American Union Army general (1794–1870)

James Wolfe Ripley (December 10, 1794 – March 16, 1870) was an American soldier who served as a brigadier general in the Union Army during the Civil War. In 1861, he was selected to be the 5th Chief of Ordnance for the United States Army Ordnance Department. In the early days of the war, he was instrumental in rifling and modernizing the artillery's ordnance. Additionally, Ripley also delayed the introduction of repeating firearms, particularly the Gatling gun and the Spencer rifle, into U.S. arsenals, an act that has been widely criticized by later historians.

==Biography==
Ripley was born in Windham County, Connecticut. He graduated at West Point in 1814, was commissioned second lieutenant of artillery, and took part in the defense of Sacketts Harbor. In 1817–18 he served under Jackson during the Seminole War and the invasion of Florida as a first lieutenant. He was promoted to captain in 1825.

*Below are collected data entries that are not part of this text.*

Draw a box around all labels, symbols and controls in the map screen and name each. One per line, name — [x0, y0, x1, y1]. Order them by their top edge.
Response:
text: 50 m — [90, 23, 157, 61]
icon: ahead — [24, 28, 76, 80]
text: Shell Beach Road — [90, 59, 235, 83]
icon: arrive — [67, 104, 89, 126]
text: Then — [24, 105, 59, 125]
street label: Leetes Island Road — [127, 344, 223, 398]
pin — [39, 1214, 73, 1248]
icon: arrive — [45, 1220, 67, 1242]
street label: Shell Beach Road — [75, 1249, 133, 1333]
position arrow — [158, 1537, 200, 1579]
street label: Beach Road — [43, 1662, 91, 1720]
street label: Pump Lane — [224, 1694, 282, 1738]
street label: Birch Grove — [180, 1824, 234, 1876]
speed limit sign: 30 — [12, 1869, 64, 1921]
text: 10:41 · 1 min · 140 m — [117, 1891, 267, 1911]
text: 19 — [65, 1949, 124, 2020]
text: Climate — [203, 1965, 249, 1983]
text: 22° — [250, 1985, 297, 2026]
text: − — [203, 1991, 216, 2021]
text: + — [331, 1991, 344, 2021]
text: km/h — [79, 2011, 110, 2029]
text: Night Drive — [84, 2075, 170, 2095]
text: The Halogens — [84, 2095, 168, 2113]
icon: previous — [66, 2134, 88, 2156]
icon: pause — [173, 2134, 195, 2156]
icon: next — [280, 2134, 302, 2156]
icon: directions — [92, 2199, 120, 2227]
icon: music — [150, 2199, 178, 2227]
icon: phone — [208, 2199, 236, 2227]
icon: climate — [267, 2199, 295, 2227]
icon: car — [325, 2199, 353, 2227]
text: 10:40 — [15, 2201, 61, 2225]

In 1832-1833, Ripley commanded the Federal forces in Charleston harbor at the time of the nullification movement in South Carolina. He was promoted to major of ordnance in 1838. He commanded the Kennebec Arsenal between 1833 and 1842.

He then became superintendent of the Springfield Armory (1842–1854), regarded by some historians as "Ripley's Monument." Here he improved the buildings and grounds, increased production while reducing costs, and was instrumental in developing the 1855 model .58 caliber rifled musket which was later to be the principal weapon for Union infantrymen during the Civil War. He was unpopular in some quarters because of his insistence that Army regulations be followed and abuses in the workplace be curbed, but he received consistent support from his superiors because of his outstanding accomplishments.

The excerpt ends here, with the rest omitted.